(Data under study begins)

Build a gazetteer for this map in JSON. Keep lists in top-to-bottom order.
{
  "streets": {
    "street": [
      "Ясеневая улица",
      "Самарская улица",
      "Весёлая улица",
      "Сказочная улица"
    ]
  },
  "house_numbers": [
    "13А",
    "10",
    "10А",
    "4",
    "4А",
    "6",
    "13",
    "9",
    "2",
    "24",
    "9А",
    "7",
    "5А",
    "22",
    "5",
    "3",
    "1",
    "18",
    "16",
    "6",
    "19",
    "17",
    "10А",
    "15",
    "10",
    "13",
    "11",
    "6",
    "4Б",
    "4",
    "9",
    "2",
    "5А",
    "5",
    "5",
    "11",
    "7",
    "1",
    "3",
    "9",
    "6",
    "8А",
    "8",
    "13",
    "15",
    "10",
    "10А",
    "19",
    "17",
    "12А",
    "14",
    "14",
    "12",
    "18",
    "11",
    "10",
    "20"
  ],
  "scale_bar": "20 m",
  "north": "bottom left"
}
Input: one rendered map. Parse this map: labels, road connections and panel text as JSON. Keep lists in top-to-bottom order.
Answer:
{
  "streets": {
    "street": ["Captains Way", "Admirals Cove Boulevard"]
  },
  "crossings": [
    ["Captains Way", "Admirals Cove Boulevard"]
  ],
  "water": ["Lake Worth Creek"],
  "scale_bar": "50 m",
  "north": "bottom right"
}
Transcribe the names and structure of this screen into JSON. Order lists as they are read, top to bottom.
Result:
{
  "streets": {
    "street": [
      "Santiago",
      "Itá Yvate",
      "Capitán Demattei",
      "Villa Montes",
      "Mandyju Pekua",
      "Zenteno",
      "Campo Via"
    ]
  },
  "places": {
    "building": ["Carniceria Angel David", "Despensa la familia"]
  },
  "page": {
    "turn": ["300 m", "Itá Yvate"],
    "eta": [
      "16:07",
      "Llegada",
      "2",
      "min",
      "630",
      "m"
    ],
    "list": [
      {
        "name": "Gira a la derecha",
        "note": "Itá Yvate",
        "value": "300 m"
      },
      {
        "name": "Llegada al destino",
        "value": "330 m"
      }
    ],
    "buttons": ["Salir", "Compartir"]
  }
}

(Data under study ends)

* [What is expected] Could you transcribe every entry exactly, without altering anything?

* [Problem solution]
Build a gazetteer for this map in JSON. Keep lists in top-to-bottom order.
{
  "streets": {
    "street": [
      "Ясеневая улица",
      "Самарская улица",
      "Весёлая улица",
      "Сказочная улица"
    ]
  },
  "house_numbers": [
    "13А",
    "10",
    "10А",
    "4",
    "4А",
    "6",
    "13",
    "9",
    "2",
    "24",
    "9А",
    "7",
    "5А",
    "22",
    "5",
    "3",
    "1",
    "18",
    "16",
    "6",
    "19",
    "17",
    "10А",
    "15",
    "10",
    "13",
    "11",
    "6",
    "4Б",
    "4",
    "9",
    "2",
    "5А",
    "5",
    "5",
    "11",
    "7",
    "1",
    "3",
    "9",
    "6",
    "8А",
    "8",
    "13",
    "15",
    "10",
    "10А",
    "19",
    "17",
    "12А",
    "14",
    "14",
    "12",
    "18",
    "11",
    "10",
    "20"
  ],
  "scale_bar": "20 m",
  "north": "bottom left"
}
Input: one rendered map. Parse this map: labels, road connections and panel text as JSON. Keep lists in top-to-bottom order.
Answer:
{
  "streets": {
    "street": ["Captains Way", "Admirals Cove Boulevard"]
  },
  "crossings": [
    ["Captains Way", "Admirals Cove Boulevard"]
  ],
  "water": ["Lake Worth Creek"],
  "scale_bar": "50 m",
  "north": "bottom right"
}
Transcribe the names and structure of this screen into JSON. Order lists as they are read, top to bottom.
Result:
{
  "streets": {
    "street": [
      "Santiago",
      "Itá Yvate",
      "Capitán Demattei",
      "Villa Montes",
      "Mandyju Pekua",
      "Zenteno",
      "Campo Via"
    ]
  },
  "places": {
    "building": ["Carniceria Angel David", "Despensa la familia"]
  },
  "page": {
    "turn": ["300 m", "Itá Yvate"],
    "eta": [
      "16:07",
      "Llegada",
      "2",
      "min",
      "630",
      "m"
    ],
    "list": [
      {
        "name": "Gira a la derecha",
        "note": "Itá Yvate",
        "value": "300 m"
      },
      {
        "name": "Llegada al destino",
        "value": "330 m"
      }
    ],
    "buttons": ["Salir", "Compartir"]
  }
}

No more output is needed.